● **Extracted information**:

((

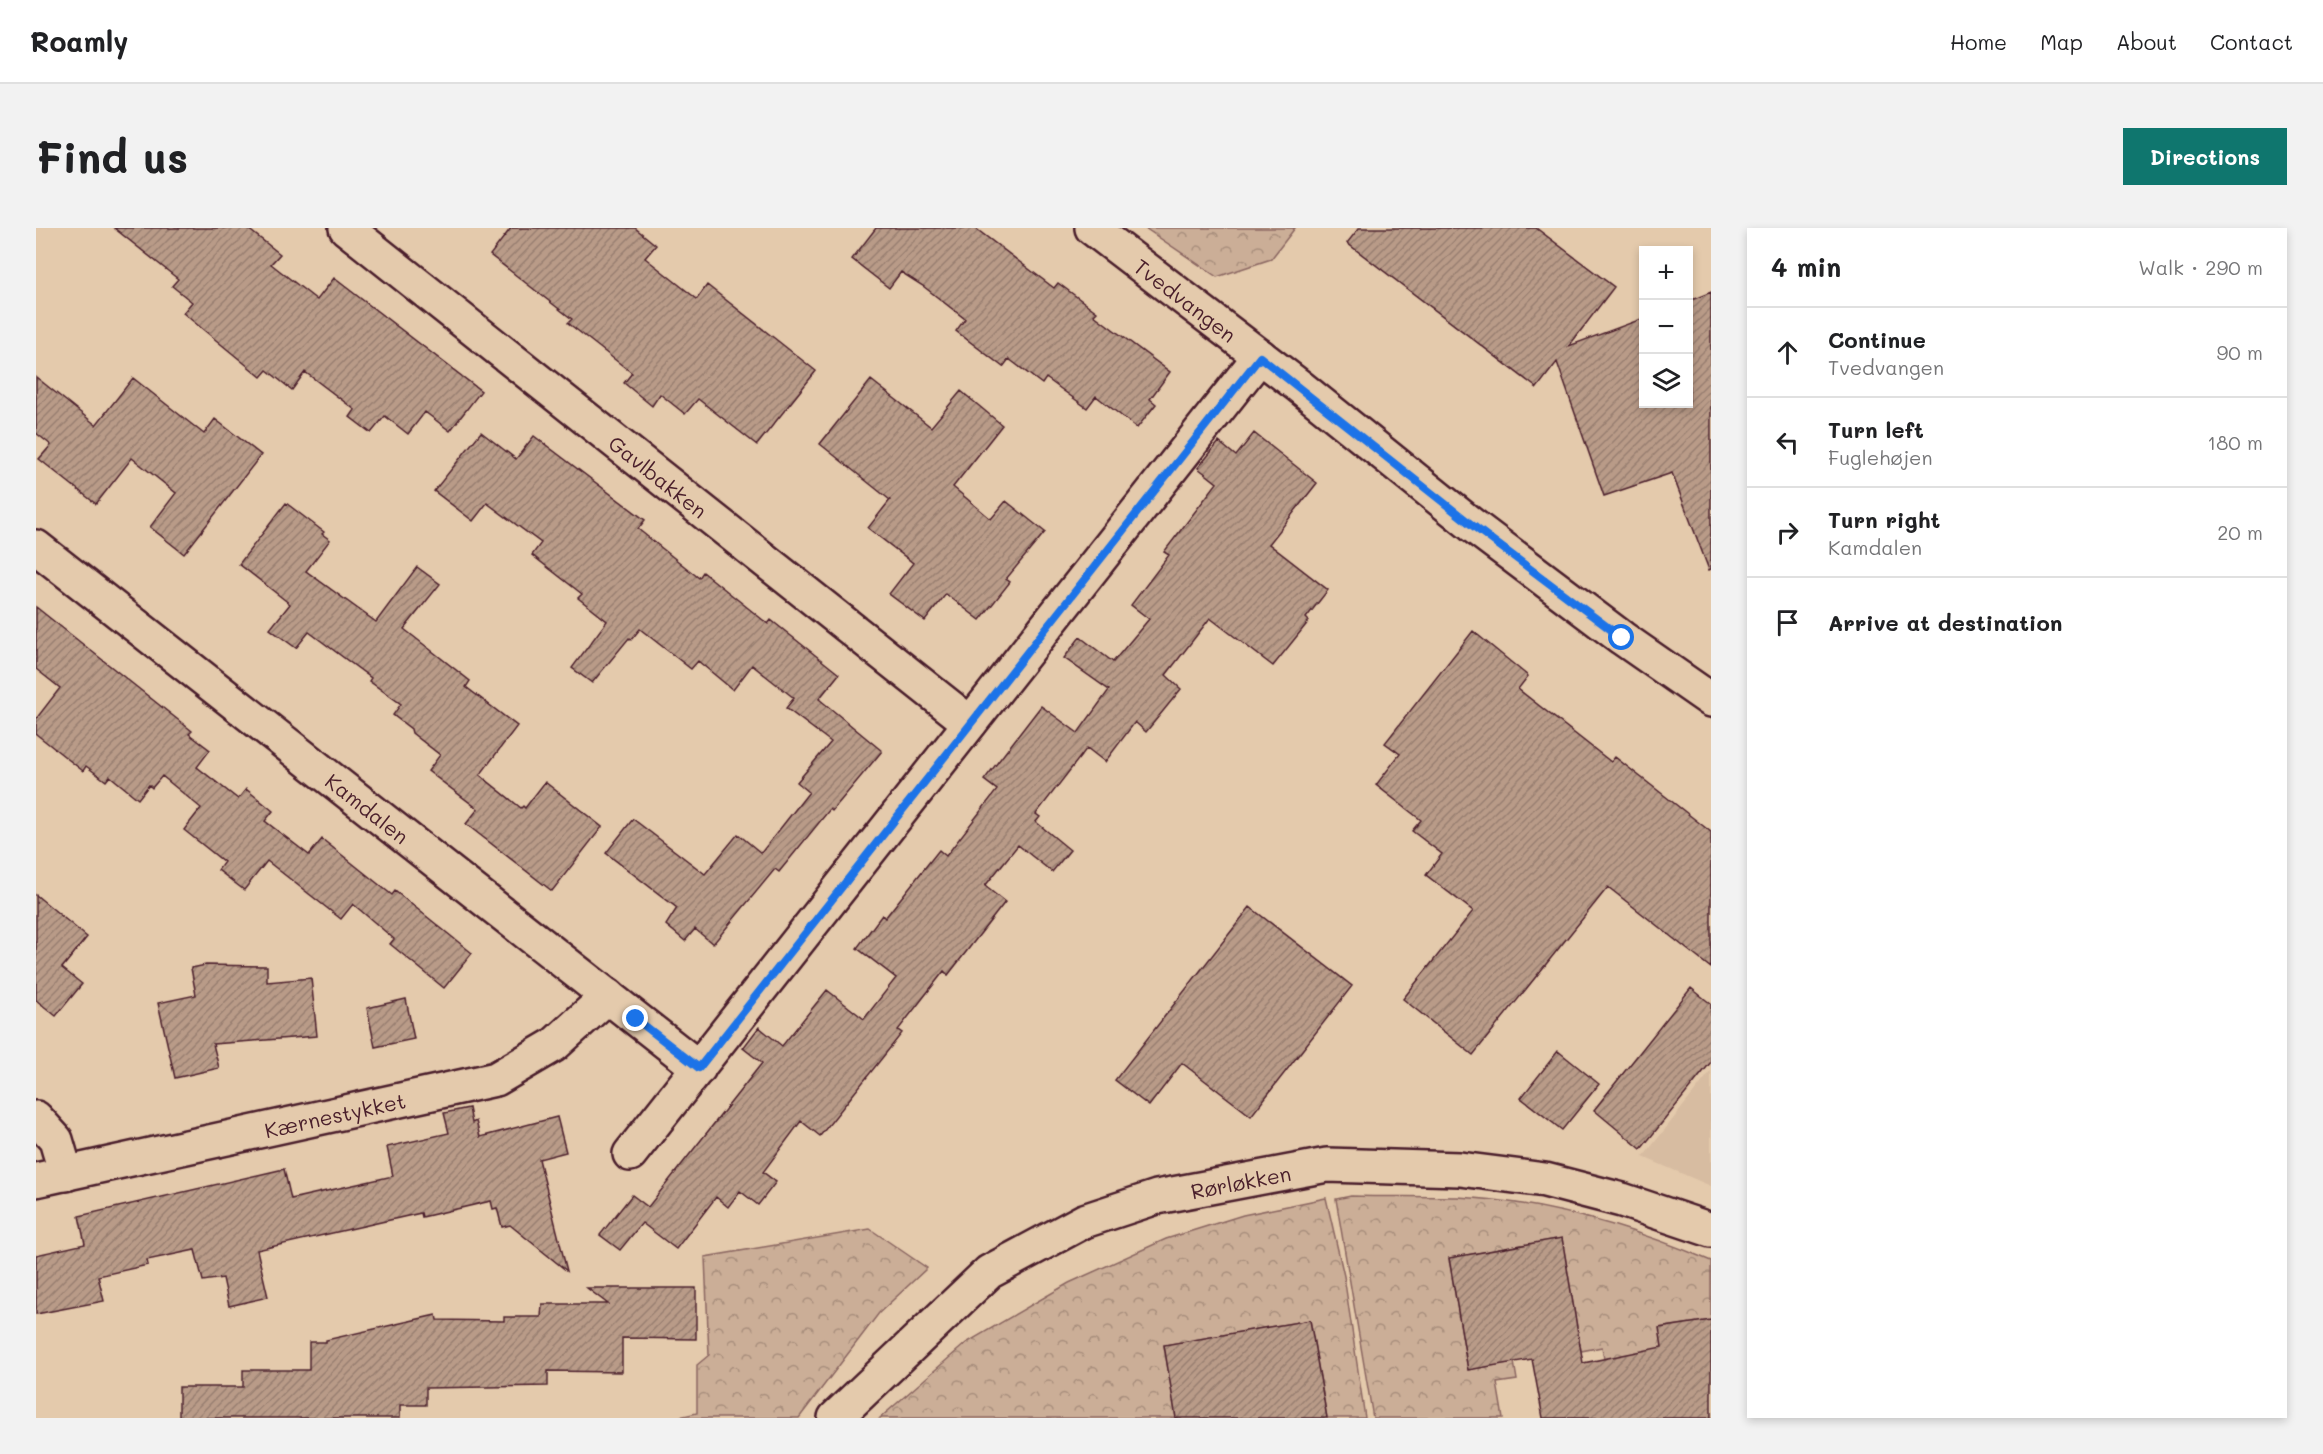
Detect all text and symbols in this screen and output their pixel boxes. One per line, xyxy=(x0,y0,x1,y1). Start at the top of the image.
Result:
text: Roamly xyxy=(30,23,129,59)
text: Home xyxy=(1950,28,2007,55)
text: Map xyxy=(2040,28,2083,55)
text: About xyxy=(2116,28,2177,55)
text: Contact xyxy=(2210,28,2293,55)
button: Directions xyxy=(2123,128,2287,185)
text: Find us xyxy=(36,129,188,184)
map controls xyxy=(1639,246,1693,408)
button: + xyxy=(1639,246,1693,300)
text: 4 min xyxy=(1771,250,1841,284)
street label: Tvedvangen xyxy=(1129,252,1242,347)
text: Walk · 290 m xyxy=(2138,254,2263,280)
button: − xyxy=(1639,300,1693,354)
text: Continue xyxy=(1828,325,1926,354)
icon: ahead xyxy=(1771,336,1804,369)
text: 90 m xyxy=(2217,339,2263,365)
button: layers xyxy=(1639,354,1693,408)
text: Tvedvangen xyxy=(1828,354,1944,380)
text: Turn left xyxy=(1828,415,1924,444)
icon: left xyxy=(1771,426,1804,459)
street label: Gavlbakken xyxy=(604,429,713,523)
text: 180 m xyxy=(2207,429,2263,455)
text: Fuglehøjen xyxy=(1828,444,1933,470)
text: Turn right xyxy=(1828,505,1940,534)
icon: right xyxy=(1771,516,1804,549)
text: 20 m xyxy=(2217,519,2263,545)
text: Kamdalen xyxy=(1828,534,1922,560)
icon: arrive xyxy=(1771,606,1804,639)
text: Arrive at destination xyxy=(1828,608,2063,637)
route start xyxy=(1608,624,1634,650)
street label: Kamdalen xyxy=(321,767,415,849)
route end xyxy=(622,1005,648,1031)
street label: Kærnestykket xyxy=(262,1086,408,1143)
street label: Rørløkken xyxy=(1188,1159,1293,1204)

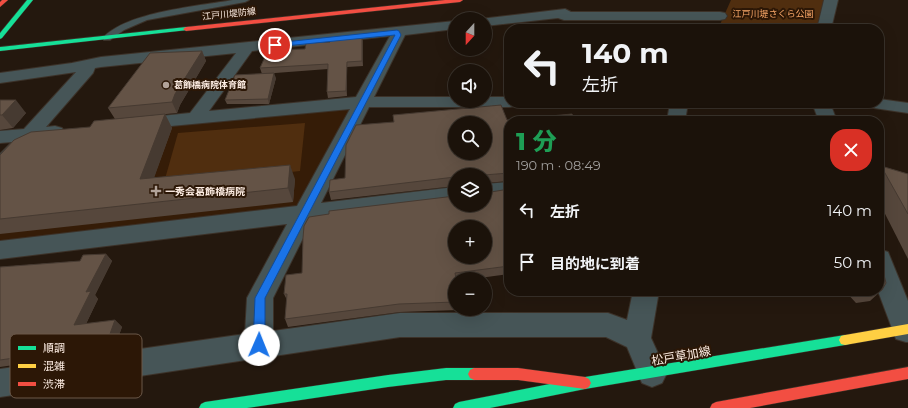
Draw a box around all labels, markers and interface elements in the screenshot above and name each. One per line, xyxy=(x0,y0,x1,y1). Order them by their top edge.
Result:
street label: 江戸川堤防線 xyxy=(202,5,257,22)
park label: 江戸川堤さくら公園 xyxy=(732,8,814,19)
north arrow xyxy=(448,12,492,56)
map controls xyxy=(448,12,492,316)
pin xyxy=(258,28,292,62)
icon: arrive xyxy=(264,34,286,56)
text: 140 m xyxy=(582,36,669,70)
icon: left xyxy=(516,40,568,92)
button: sound xyxy=(448,64,492,108)
text: 左折 xyxy=(582,74,618,96)
place label: 葛飾橋病院体育館 xyxy=(174,79,246,90)
marker: 葛飾橋病院体育館 xyxy=(161,80,171,90)
button: search xyxy=(448,116,492,160)
text: 1 分 xyxy=(516,127,557,156)
button: close xyxy=(830,129,872,171)
text: 190 m · 08:49 xyxy=(516,157,601,173)
button: layers xyxy=(448,168,492,212)
marker: 一秀会葛飾橋病院 xyxy=(150,185,162,197)
place label: 一秀会葛飾橋病院 xyxy=(165,185,245,198)
icon: left xyxy=(516,199,538,221)
text: 140 m xyxy=(827,201,872,220)
text: 左折 xyxy=(550,202,580,221)
button: + xyxy=(448,220,492,264)
icon: arrive xyxy=(516,251,538,273)
text: 50 m xyxy=(834,253,872,272)
text: 目的地に到着 xyxy=(550,254,640,273)
button: − xyxy=(448,272,492,316)
position arrow xyxy=(238,324,280,366)
legend xyxy=(10,334,142,398)
text: 順調 xyxy=(43,341,65,355)
street label: 松戸草加線 xyxy=(650,343,712,368)
text: 混雑 xyxy=(43,359,65,373)
text: 渋滞 xyxy=(43,377,65,391)

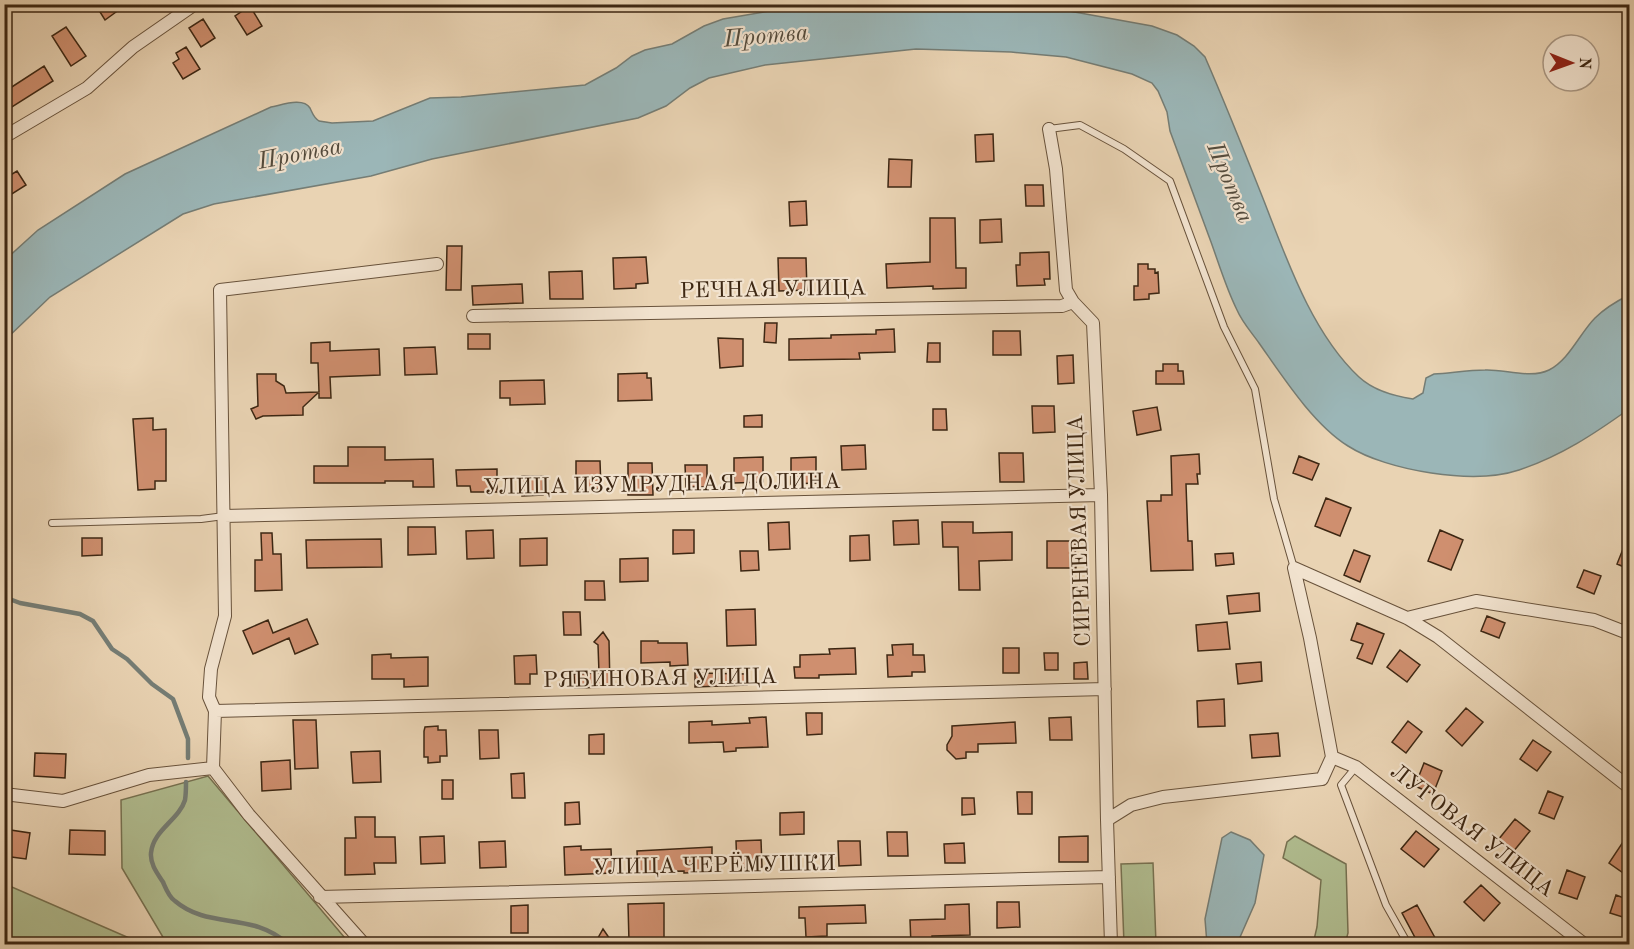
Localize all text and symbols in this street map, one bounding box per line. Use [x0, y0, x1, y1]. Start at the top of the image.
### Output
water label: Протва [721, 21, 810, 53]
north arrow [1541, 33, 1601, 93]
text: N [1576, 57, 1592, 70]
water label: Протва [255, 135, 344, 175]
water label: Протва [1201, 138, 1257, 227]
street label: РЕЧНАЯ УЛИЦА [680, 277, 867, 303]
street label: СИРЕНЕВАЯ УЛИЦА [1065, 415, 1095, 647]
street label: УЛИЦА ИЗУМРУДНАЯ ДОЛИНА [483, 471, 841, 499]
street label: РЯБИНОВАЯ УЛИЦА [543, 666, 777, 692]
street label: ЛУГОВАЯ УЛИЦА [1386, 760, 1558, 902]
street label: УЛИЦА ЧЕРЁМУШКИ [592, 850, 836, 879]

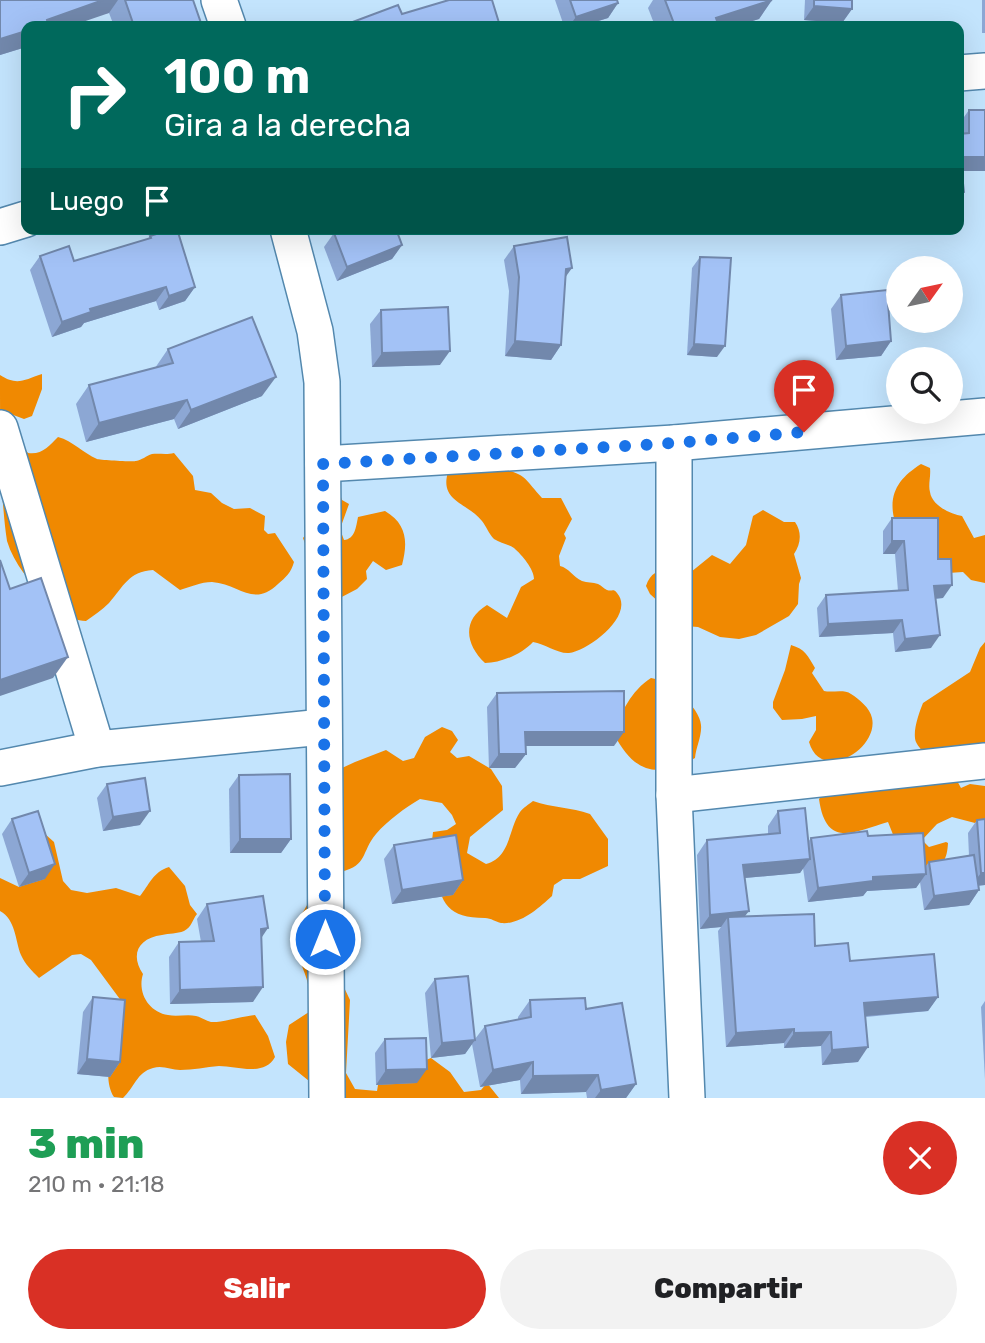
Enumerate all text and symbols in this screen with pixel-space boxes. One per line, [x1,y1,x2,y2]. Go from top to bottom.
text: 100 m [164,47,310,105]
icon: right [49,49,140,140]
text: Gira a la derecha [164,106,411,144]
icon: arrive [138,182,176,220]
text: Luego [49,186,124,217]
north arrow [886,256,962,332]
map controls [886,256,963,424]
button: search [886,347,963,424]
pin [774,360,834,432]
icon: arrive [785,371,823,409]
position arrow [288,902,362,976]
text: 3 min [28,1119,144,1169]
button: close [883,1121,957,1195]
text: 210 m · 21:18 [28,1170,165,1198]
button: Salir [28,1249,486,1329]
button: Compartir [500,1249,957,1329]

))

Restate word for word the lines from the one holding "Localize all text" down through the last line of the records above, and do not include the pictures.

Localize all text and symbols in this street map, one bounding box per line. Use [x0, y0, x1, y1]. Start at the top of the image.
### Output
water label: Протва [721, 21, 810, 53]
north arrow [1541, 33, 1601, 93]
text: N [1576, 57, 1592, 70]
water label: Протва [255, 135, 344, 175]
water label: Протва [1201, 138, 1257, 227]
street label: РЕЧНАЯ УЛИЦА [680, 277, 867, 303]
street label: СИРЕНЕВАЯ УЛИЦА [1065, 415, 1095, 647]
street label: УЛИЦА ИЗУМРУДНАЯ ДОЛИНА [483, 471, 841, 499]
street label: РЯБИНОВАЯ УЛИЦА [543, 666, 777, 692]
street label: ЛУГОВАЯ УЛИЦА [1386, 760, 1558, 902]
street label: УЛИЦА ЧЕРЁМУШКИ [592, 850, 836, 879]

Enumerate all text and symbols in this screen with pixel-space boxes. One per line, [x1,y1,x2,y2]. Go from top to bottom.
text: 100 m [164,47,310,105]
icon: right [49,49,140,140]
text: Gira a la derecha [164,106,411,144]
icon: arrive [138,182,176,220]
text: Luego [49,186,124,217]
north arrow [886,256,962,332]
map controls [886,256,963,424]
button: search [886,347,963,424]
pin [774,360,834,432]
icon: arrive [785,371,823,409]
position arrow [288,902,362,976]
text: 3 min [28,1119,144,1169]
button: close [883,1121,957,1195]
text: 210 m · 21:18 [28,1170,165,1198]
button: Salir [28,1249,486,1329]
button: Compartir [500,1249,957,1329]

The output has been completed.